Buff's wife, Kim, runs the farm, with daughters Kory (17) and Jett (9) and son Drew (13) pitching in. Buff's sister, Margaret Coffey, handles the farm's books, with her husband and kids also involved.

"Sometimes when they're on the track, I feel 'Oh, my gosh, I raised him,' " Kim said. "Then you think you have potential Groupie Dolls and Brass Hats out here. You want to cover them with Saran Wrap. But here, we treat them like horses. They don't get coddled."

Schlenk said Groupie Doll's story could be a book. Or at least a country-western song.

"Her dad died and her mama got struck by lightning and died last year," she said.

We then learn that Deputy Doll's first foal had legs too crooked to put in training. The second broke his shoulder, the third died of colic.

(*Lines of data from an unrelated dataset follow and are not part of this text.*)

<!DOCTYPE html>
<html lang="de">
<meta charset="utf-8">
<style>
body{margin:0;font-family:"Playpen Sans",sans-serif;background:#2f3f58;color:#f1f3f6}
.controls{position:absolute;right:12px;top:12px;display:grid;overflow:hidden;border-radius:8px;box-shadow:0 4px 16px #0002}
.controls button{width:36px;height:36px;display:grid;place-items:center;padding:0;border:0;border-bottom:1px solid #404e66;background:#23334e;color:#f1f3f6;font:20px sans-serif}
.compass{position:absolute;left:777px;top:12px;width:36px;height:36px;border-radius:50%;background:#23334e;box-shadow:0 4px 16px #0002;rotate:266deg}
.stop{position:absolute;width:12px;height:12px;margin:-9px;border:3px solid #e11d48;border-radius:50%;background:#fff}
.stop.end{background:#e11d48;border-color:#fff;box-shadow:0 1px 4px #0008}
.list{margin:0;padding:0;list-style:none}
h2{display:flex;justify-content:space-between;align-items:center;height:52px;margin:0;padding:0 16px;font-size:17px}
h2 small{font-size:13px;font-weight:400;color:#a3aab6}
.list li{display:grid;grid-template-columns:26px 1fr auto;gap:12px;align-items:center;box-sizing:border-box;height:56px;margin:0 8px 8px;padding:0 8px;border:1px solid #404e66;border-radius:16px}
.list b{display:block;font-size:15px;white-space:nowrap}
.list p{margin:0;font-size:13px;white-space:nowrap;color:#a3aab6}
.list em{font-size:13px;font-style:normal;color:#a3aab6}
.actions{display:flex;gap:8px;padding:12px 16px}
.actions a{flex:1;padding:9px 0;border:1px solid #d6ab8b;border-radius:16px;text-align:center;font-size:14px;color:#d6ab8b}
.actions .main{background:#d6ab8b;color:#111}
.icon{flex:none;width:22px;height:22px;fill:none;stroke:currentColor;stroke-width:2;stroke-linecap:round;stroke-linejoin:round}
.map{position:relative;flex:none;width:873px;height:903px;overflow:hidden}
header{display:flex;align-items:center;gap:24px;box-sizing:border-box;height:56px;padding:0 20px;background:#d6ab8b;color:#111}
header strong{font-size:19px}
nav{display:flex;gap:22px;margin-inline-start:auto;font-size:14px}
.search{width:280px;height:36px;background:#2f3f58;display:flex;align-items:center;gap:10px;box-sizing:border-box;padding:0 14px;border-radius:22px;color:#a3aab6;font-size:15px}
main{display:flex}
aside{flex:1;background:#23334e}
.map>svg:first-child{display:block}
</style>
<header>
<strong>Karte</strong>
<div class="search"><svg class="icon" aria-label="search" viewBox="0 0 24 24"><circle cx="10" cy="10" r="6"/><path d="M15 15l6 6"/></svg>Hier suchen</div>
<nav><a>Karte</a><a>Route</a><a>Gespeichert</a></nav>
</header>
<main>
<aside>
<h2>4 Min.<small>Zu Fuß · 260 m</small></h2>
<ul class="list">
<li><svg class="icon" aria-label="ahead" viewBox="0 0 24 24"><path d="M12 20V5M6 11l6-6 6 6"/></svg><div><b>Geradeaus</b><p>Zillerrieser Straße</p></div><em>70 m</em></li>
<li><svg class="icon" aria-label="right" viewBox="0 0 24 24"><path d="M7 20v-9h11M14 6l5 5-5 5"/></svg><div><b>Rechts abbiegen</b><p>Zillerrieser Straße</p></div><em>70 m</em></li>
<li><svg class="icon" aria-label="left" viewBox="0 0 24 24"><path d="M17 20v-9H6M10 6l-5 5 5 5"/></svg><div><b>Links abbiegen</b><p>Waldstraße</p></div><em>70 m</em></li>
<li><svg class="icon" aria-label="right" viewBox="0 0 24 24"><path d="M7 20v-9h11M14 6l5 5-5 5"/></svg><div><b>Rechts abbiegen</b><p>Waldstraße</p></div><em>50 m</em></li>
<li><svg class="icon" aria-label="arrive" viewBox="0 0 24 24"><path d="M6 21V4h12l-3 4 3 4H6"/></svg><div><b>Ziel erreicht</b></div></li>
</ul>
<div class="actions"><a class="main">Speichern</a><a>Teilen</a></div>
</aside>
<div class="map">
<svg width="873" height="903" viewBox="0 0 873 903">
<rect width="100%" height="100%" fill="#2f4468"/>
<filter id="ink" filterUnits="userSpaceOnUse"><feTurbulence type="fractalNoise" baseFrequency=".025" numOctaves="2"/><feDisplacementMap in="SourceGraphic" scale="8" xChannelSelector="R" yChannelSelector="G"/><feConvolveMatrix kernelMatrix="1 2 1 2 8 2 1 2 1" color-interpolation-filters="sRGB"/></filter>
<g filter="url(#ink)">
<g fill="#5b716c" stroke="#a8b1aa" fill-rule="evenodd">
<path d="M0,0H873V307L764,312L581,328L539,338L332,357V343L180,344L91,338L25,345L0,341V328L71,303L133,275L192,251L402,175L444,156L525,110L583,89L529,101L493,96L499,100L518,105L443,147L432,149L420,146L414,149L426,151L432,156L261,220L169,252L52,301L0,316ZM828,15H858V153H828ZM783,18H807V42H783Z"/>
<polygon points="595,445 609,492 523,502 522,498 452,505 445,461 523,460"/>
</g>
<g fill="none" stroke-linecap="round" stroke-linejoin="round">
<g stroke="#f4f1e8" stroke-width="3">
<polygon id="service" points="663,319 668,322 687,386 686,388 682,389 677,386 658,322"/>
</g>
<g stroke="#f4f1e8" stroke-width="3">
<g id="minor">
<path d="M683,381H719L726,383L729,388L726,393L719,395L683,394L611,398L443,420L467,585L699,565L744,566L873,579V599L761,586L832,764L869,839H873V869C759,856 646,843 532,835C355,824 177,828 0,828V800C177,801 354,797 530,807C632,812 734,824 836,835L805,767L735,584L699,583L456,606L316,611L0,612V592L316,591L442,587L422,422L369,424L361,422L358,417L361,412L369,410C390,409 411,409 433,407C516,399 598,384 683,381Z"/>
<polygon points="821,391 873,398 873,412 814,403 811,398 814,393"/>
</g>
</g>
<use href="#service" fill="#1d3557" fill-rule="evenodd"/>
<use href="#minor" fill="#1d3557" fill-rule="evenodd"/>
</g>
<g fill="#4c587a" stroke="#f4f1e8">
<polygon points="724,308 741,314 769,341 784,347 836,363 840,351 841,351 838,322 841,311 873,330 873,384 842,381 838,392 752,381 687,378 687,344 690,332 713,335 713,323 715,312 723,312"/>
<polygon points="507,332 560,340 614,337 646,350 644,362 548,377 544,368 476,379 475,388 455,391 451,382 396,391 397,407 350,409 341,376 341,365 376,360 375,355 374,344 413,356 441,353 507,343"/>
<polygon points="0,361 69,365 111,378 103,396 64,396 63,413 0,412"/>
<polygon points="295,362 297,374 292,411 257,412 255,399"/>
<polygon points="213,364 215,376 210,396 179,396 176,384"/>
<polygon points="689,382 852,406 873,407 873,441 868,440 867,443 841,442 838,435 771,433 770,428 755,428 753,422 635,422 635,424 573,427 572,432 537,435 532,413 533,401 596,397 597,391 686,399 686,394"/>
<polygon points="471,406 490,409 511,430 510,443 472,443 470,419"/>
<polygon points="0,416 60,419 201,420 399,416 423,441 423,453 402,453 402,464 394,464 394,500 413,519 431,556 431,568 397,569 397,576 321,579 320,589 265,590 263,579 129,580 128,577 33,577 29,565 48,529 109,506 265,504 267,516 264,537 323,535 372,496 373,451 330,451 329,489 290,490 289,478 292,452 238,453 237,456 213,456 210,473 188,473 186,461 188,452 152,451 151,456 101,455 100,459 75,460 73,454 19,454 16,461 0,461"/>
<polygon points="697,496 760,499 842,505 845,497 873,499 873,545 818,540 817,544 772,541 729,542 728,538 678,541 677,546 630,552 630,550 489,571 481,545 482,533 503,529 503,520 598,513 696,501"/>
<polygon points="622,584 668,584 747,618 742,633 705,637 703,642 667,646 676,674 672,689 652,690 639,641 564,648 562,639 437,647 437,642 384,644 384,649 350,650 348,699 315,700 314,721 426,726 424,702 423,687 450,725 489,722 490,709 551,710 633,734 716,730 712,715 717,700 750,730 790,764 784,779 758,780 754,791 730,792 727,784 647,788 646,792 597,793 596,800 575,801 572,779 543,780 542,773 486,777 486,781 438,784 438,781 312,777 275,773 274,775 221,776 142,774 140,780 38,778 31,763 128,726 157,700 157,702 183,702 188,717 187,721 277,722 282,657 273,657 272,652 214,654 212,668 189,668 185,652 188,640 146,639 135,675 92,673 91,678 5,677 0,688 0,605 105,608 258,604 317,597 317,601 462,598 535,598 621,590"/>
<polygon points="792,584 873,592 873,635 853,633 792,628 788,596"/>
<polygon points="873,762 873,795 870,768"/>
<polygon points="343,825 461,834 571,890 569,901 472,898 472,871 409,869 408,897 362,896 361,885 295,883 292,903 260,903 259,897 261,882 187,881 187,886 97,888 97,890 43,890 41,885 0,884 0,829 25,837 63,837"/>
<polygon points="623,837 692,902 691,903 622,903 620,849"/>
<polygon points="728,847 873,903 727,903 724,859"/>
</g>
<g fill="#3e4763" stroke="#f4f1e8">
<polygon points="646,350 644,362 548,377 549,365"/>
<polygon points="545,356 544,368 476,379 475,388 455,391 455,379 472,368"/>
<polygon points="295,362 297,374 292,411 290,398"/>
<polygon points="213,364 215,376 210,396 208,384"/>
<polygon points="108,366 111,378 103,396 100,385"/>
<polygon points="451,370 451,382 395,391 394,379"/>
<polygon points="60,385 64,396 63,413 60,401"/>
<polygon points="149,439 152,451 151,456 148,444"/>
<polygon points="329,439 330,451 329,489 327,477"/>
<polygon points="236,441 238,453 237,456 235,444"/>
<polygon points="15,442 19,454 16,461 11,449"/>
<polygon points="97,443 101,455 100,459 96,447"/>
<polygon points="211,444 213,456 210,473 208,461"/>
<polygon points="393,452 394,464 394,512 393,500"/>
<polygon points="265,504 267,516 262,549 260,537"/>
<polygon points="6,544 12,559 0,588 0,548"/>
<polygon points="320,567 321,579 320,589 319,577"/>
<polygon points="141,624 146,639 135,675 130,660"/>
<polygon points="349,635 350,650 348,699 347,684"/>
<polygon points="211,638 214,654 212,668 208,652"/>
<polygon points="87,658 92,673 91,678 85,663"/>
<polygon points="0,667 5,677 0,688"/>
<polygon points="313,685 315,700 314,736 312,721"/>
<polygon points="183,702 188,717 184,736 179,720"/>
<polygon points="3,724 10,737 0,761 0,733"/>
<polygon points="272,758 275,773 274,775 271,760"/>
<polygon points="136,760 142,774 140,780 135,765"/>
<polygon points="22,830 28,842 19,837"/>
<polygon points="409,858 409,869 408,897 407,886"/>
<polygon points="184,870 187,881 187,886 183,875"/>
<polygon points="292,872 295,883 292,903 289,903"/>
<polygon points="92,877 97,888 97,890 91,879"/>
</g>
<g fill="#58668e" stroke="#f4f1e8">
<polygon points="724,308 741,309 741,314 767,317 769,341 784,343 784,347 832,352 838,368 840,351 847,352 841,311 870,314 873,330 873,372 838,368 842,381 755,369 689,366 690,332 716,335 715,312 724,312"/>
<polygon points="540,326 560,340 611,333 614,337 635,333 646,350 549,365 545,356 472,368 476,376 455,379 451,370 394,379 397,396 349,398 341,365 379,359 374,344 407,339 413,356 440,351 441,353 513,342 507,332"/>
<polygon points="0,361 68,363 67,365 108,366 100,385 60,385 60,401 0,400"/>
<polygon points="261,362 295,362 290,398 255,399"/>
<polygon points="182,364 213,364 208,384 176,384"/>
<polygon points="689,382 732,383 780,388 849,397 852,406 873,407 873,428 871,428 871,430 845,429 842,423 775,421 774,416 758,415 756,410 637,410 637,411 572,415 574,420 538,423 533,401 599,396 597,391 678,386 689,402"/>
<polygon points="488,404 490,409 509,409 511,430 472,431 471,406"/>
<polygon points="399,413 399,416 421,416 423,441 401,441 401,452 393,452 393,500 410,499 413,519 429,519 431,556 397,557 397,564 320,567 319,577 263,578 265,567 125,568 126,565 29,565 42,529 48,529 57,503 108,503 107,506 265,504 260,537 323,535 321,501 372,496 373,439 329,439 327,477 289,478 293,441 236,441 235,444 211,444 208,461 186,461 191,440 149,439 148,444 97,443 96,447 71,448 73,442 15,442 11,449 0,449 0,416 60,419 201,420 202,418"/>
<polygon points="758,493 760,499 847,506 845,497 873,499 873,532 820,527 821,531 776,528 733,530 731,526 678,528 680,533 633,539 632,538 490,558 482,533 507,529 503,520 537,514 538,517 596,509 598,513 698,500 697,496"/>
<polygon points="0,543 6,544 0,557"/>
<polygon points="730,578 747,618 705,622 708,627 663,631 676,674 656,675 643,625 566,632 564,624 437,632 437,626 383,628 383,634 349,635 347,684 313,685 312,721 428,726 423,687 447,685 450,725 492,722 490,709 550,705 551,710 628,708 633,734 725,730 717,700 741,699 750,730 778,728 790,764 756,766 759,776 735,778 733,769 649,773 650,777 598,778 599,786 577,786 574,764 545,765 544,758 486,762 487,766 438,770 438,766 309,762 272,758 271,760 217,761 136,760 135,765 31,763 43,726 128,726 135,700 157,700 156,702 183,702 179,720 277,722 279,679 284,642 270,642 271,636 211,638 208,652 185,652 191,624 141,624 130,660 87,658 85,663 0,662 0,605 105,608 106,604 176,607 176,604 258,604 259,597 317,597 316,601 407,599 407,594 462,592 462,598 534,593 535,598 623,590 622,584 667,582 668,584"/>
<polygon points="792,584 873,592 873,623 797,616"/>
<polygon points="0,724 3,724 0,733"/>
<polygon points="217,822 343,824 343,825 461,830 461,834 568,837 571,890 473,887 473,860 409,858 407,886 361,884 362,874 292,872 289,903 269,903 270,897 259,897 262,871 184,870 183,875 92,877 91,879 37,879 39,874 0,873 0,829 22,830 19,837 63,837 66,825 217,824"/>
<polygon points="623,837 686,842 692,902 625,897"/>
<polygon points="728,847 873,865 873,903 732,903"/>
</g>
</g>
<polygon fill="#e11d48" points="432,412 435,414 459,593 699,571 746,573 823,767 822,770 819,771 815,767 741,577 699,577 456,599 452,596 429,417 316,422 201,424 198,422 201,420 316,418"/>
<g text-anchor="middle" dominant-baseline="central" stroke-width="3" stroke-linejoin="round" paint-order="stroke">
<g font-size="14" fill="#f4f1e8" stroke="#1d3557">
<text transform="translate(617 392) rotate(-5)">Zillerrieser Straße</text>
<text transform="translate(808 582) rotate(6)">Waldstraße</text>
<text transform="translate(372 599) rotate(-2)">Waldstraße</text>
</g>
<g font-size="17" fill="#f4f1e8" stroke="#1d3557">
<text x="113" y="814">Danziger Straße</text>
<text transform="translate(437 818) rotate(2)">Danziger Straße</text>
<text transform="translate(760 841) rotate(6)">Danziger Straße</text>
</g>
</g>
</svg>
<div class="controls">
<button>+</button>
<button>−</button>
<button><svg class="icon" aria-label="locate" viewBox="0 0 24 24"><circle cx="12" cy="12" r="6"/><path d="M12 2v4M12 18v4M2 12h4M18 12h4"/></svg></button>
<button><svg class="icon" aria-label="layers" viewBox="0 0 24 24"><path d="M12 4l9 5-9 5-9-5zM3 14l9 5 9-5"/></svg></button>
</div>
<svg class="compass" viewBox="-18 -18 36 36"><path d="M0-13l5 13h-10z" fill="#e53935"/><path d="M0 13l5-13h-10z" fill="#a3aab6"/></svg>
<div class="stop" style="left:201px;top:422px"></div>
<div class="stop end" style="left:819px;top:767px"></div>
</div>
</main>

"She's got one family member: a blind sister," Kabel said. "Another baby got salmonella.

"Fred resisted big purchase offers, saying, "If she's worth that to them, she's worth that to me."

But they did sell 10% apiece to longtime clients Carl Hurst and Brent Jones earlier this year.

"My wife (Janice) has actually forgiven me for the first 30 years I've been in the horse business," joked Hurst, of Madisonville. "She said, 'All the money you spent on horses all these years, maybe it really was worth it.' She's been more excited than me.

"She's reading all of the sports page, even looking at Kentucky football stories. She's never done that before."